When instrumenting an agent with OTel, create a span for each reasoning step. Attach tool call details, token usage, and latency as span attributes. Use span events to record guardrail checks and their outcomes.
Debugging Platforms
Several platforms provide specialized tooling for inspecting, replaying, and analyzing agent traces.
| Platform | Key Capabilities |
|---|---|
| LangSmith | Trace visualization, dataset management, evaluation runs, Polly AI assistant for trace analysis |
| Maxim AI | Agent evaluation, simulation testing, quality scoring |
| Arize | Production monitoring, drift detection, embedding analysis, LLM observability |
| Langfuse | Open-source tracing, prompt management, scoring, session replay |
| Comet Opik | Experiment tracking, prompt versioning, evaluation pipelines |
When selecting a platform, evaluate along these axes:
- Trace ingestion: Does it accept OTel or require a proprietary SDK?
- Replay and diff: Can you compare two traces side-by-side to understand behavioral differences?
- Evaluation integration: Can you run scoring functions against stored traces without re-executing the agent?
- Cost tracking: Does it compute and display per-task and per-step cost breakdowns?
- Team workflows: Does it support annotations, comments, and shared investigations?
Major Benchmarks
Benchmarks provide external reference points for agent capability. They answer the question: how does your agent compare to the state of the art on standardized tasks?
SWE-Bench Verified
A curated set of 2,200+ real GitHub issues with verified solutions. The leading score exceeds 80% (Claude Opus 4.5). SWE-Bench is the primary benchmark for software engineering agents.
GAIA
General agentic capability benchmark testing tool use, document reasoning, and multi-step workflows. SOTA: 90%. Tests breadth across task types.
WebArena
Web automation benchmark. Agents navigate realistic web interfaces to accomplish goals. Tests dynamic layouts, form interactions, and multi-page workflows.
ToolBench
Tool-use correctness benchmark. Agents must select the right tool, construct valid arguments, and chain multiple calls. Evaluates operational reliability.
Evaluation Metrics
Beyond benchmarks, production agents require ongoing evaluation across four dimensions.
End-to-End Performance
The most important metric is whether the agent accomplishes the task. Measure:
- Success rate: Did the agent reach the goal state?

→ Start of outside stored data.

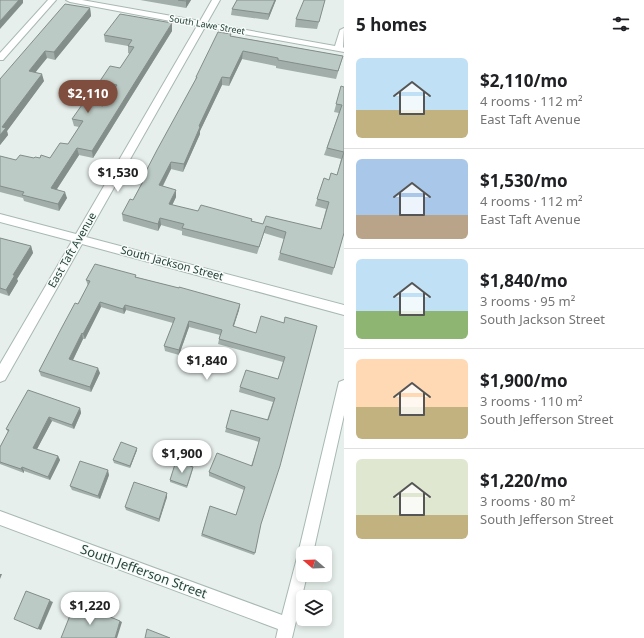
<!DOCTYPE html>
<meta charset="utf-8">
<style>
:root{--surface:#fff;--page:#f6f6f6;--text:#202124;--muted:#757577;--line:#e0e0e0;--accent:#7f4e3f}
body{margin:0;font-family:"Noto Sans",sans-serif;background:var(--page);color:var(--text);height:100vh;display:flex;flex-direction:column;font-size:15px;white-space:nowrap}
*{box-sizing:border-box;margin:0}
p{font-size:13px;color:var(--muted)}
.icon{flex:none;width:22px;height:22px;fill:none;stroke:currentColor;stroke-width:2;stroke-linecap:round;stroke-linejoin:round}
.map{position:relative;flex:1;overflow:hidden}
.sheet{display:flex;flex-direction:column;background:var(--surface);width:300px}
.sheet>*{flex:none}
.needle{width:26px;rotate:289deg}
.controls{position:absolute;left:296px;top:546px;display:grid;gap:8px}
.controls a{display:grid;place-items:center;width:36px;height:36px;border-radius:6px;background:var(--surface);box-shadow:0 2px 6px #0003;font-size:20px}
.price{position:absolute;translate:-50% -34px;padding:0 9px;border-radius:14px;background:#fff;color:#222;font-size:13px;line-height:26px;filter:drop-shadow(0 1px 2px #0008)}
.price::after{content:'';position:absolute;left:50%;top:24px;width:12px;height:9px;margin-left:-6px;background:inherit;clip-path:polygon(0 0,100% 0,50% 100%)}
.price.on{background:var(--accent);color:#fff}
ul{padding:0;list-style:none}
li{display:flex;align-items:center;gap:12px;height:100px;padding:0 12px}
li+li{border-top:1px solid var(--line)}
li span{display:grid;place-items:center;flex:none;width:112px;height:80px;border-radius:6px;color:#555}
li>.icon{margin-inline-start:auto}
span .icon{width:48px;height:48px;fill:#fffc;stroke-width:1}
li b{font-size:17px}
h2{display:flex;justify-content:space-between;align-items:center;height:48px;padding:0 12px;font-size:17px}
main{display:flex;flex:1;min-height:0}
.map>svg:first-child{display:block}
</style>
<main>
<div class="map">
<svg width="344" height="638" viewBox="0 0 344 638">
<rect width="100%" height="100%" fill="#e6efeb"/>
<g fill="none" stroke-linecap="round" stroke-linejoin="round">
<defs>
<g id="minor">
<path d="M48,0H56L3,60H0V53Z"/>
<path d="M66,0H82L200,21L212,0H220L207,23L335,46L340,30L344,28L343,47L344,48V52L205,27L86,237L344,305V315L82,244L5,380L0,382V364L72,241L0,222V214L76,234L197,26L70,2Z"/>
<path d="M344,380V415L313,553H303V575H307L292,638H276L278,629L262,623L0,525V511L282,615L298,554L338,386L339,382Z"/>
</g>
</defs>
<use href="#minor" stroke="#a8b8b2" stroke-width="2"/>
<use href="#minor" fill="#fff" fill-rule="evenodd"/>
</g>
<g fill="#a1aea9">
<path d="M140,0H191L186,8Z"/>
<path d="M237,0H276L268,20L231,15L232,9Z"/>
<path d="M325,0L317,29L295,27L296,19Z"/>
<path d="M90,8L91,16L55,60L47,58L35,72L44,81L7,131L8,135L0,145V79Z"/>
<path d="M172,31L93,158L79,155L57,189L67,198L59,211L24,201L23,198L0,192V156L16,160L34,158H50L68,144L79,127L74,126L72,119L103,106L113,91L101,88L100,81L120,68L130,54L128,53V46L105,42L104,35Z"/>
<path d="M231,34V36L343,56L336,79L276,68V66L242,59L229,86L222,85L200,131V134L183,172L171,169L163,186L176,197L172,205L198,211L252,219V221L263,224L321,229L326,209L315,206L324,178L329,180L337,175L341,159L324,155L339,113L334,112L339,94L344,87V233L332,275L278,260L284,239L264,233L257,254L182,235V231L161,225L158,231L123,221L122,214L133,200L145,177V173L195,81L196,77Z"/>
<path d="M0,238L31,246L33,253L17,279L18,281L9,296L0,293Z"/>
<path d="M136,275V277L240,304L239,310L233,327L256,333L284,323L285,317L317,326L261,524L255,553L254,555L201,536L210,506L236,515L244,490L209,476V472L251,466L259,442L225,432L231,410L267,420L273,402L239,392L240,387L278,379L283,362L218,344L220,335L189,327L179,355L165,351L164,346L173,323L126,310L124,314L101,307L85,339H83L73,360L100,373L91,392L41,376L39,371L78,304L88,286L86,280Z"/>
<path d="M80,408L81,413L74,429L52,421L37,449L58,456L60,460L50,480L24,471V473L0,464V447L8,432L6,429Z"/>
<path d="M137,448V450L130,468L114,463L113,460Z"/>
<path d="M193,469L187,488L170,482V480Z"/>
<path d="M109,475L100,499L72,490L70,486Z"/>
<path d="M167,497L159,522L126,510L125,507Z"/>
</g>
<g fill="#838d89">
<path d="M19,0H23V3L0,29V21Z"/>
<path d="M187,0H191L186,8V1Z"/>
<path d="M275,0H276L268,20L269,14Z"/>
<path d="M90,8L91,16L55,60L54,52Z"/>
<path d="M172,23V31L93,158L92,151Z"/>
<path d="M45,51L47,58L31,78L29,71Z"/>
<path d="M243,51L242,59L229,86L230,78Z"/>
<path d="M42,74L44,81L7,131L8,135L0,145V135L2,127Z"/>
<path d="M222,77V85L200,131V134L183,172L184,164L199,126Z"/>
<path d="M77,148L79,155L53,195L51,188Z"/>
<path d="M171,162V169L159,193V185Z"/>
<path d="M176,190V197L169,212V204Z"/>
<path d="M65,192L67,198L59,211L58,204Z"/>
<path d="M160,218L161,225L158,231V224Z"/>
<path d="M31,246L33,253L17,279L18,281L9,296L6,290L13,275Z"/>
<path d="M100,302L101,307L85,339L83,334Z"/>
<path d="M240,304L239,310L232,332L233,326Z"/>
<path d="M125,305L126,310L124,314L123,309Z"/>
<path d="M189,321V327L179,355V350Z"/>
<path d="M82,333L83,339L71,364L69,359Z"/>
<path d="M98,368L100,373L91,392L90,387Z"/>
<path d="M80,408L81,413L74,429L72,425Z"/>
<path d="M49,417L52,421L36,451L33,448Z"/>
<path d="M137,448V450L130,468V466Z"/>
<path d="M58,456L60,460L50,480L48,477Z"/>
<path d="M22,467L24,471V473L21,469Z"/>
<path d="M108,470L109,475L100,499L98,496Z"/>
<path d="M167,493V497L159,522V519Z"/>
<path d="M0,574H2L0,579Z"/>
<path d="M26,591L53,602L41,630L38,629Z"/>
<path d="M120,621L122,622L117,638H115Z"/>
</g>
<g fill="#bbcac4" stroke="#838d89">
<path d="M0,0H19L0,21Z"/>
<path d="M178,0H187L186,1Z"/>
<path d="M237,0H275L269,14L232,9Z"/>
<path d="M304,0H325L319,22L296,19Z"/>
<path d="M65,4L90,8L54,52L45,51L29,71L42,74L2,127L6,128L0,135V79Z"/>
<path d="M120,14L172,23L92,151L77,148L51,188L65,192L58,204L22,195L24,192L0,186V156L16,160L20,155L34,158L35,157L40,158L41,155L50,158L60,143L68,144L83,121L72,119L84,102L103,106L117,85L100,81L110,66L120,68L134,47L128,46L132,40L104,35Z"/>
<path d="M218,32L231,34L230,36L343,56L338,71L278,60V58L243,51L230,78L222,77L199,126L200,127L184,164L171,162L159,185L176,190L169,204L198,211L201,205L252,219L251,221L263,224L266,216L321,229L329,202L317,199L324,178L329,180L331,173L337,175L344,152L327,148L342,105L336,104L341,86L344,87V233L334,268L280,253L286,232L266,226L259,247L182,228L184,224L160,218L158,224L122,214L130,199L133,200L147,174L145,173L157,150L197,77H196Z"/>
<path d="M0,238L31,246L13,275H15L6,290L0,288Z"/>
<path d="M95,264L136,275L135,277L179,288V287L240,304L233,326L256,333L261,316L284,323L285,317L317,326L280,466L261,524L255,553L202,534L210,506L236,515L245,487L209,472L217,453L252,466L260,438L226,428L231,410L268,420L275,398L240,387L246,370L278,379L285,357L219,339L222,330L189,321L179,350L164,346L175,318L125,305L123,309L100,302L83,334L82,333L69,359L98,368L90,387L39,371L61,329L75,303L78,304L90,281L86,280Z"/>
<path d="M28,390L80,408L72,425L49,417L33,448L58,456L48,477L22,467L21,469L0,462V447L9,430L6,429Z"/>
<path d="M121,442L137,448L130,466L113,460Z"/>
<path d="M80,461L108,470L98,496L70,486Z"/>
<path d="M176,461L193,467L187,486L170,480Z"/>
<path d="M134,482L167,493L159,519L125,507Z"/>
<path d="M26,591L50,600L38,629L14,619Z"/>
<path d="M73,608L89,614L91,609L120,621L115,638H61Z"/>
<path d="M147,629L170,638H145Z"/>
</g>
<g text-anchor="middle" stroke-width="3" stroke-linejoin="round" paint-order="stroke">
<g font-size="9" fill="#24423a" stroke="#f7fbf9">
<text transform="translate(207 25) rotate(10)" y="3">South Lawe Street</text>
</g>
<g font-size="11" fill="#24423a" stroke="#f7fbf9">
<text transform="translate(72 250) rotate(-60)" y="4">East Taft Avenue</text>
<text transform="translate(172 263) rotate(15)" y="4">South Jackson Street</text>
</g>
<g font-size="13" fill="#24423a" stroke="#f7fbf9">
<text transform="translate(144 571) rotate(20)" y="5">South Jefferson Street</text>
</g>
</g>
</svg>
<div class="controls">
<a><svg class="needle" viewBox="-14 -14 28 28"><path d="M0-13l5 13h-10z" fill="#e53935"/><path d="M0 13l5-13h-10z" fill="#757577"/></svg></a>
<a><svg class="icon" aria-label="layers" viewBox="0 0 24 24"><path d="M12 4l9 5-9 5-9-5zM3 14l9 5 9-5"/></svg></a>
</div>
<b class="price on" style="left:88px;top:114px">$2,110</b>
<b class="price" style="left:118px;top:193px">$1,530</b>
<b class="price" style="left:207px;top:381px">$1,840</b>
<b class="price" style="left:182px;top:474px">$1,900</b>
<b class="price" style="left:90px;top:626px">$1,220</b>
</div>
<section class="sheet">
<h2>5 homes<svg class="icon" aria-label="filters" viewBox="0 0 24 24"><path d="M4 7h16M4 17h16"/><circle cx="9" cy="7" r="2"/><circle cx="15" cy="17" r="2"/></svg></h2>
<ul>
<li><span style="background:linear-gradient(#bfe0f5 65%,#c2b280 0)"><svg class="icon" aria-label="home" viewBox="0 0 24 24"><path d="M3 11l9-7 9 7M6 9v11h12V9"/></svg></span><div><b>$2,110/mo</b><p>4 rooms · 112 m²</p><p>East Taft Avenue</p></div></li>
<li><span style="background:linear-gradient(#a9c7e8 70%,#b9a48a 0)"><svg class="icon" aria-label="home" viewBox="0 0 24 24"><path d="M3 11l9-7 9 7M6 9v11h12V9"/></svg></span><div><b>$1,530/mo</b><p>4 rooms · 112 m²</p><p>East Taft Avenue</p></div></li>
<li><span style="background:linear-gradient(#bfe0f5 65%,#8fb573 0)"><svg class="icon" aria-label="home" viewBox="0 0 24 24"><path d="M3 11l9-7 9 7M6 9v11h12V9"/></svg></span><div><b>$1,840/mo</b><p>3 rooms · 95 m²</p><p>South Jackson Street</p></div></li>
<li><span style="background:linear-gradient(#ffd9b3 60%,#c2b280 0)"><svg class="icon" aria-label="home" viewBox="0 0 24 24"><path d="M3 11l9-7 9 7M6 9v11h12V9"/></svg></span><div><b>$1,900/mo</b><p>3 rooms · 110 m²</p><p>South Jefferson Street</p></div></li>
<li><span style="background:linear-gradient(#dfe7d0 70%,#c2b280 0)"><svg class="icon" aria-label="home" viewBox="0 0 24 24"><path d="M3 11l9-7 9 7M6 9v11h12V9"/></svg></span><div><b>$1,220/mo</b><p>3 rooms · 80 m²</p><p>South Jefferson Street</p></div></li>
</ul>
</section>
</main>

- Safety: Did the agent stay within defined boundaries? Were any guardrails triggered?
- Cost: What was the total token and API cost for the task?
These three metrics together — success, safety, cost — define the operational quality of an agent deployment.
Tool-Use Correctness
Tool-use errors are a major failure mode. Track:
- Argument validity: Are all required arguments present and well-typed?
- Invocation correctness: Did the agent call the right tool for the situation?
- Error handling: When a tool call fails, does the agent recover or spiral?
Instrument your tool execution layer to log every call attempt, including malformed calls that were rejected before execution.
Efficiency
Two agents can both succeed at a task while differing dramatically in cost and speed. Track:
- Latency: Wall-clock time from task start to completion
- Cost per task: Total token cost, including retries and failed branches
- Step count: Number of reasoning steps taken (a proxy for context consumption)
Efficiency metrics reveal optimization opportunities. An agent that succeeds in 5 steps is preferable to one that succeeds in 50.
Robustness
Agents operate in environments that change. Evaluate resilience to:
- Layout changes: For web agents, do minor UI changes cause failures?
- Tool failures: When an API returns an error or times out, does the agent retry, fall back, or crash?
- Ambiguous inputs: When task descriptions are underspecified, does the agent ask for clarification or guess badly?
Robustness testing typically requires adversarial evaluation — deliberately introducing perturbations and measuring the impact on success rate.
Observability is not optional. It is the mechanism by which agents move from prototype to production: instrument with traces, aggregate into metrics, alert on anomalies, benchmark periodically, debug via replay, and improve from failure patterns.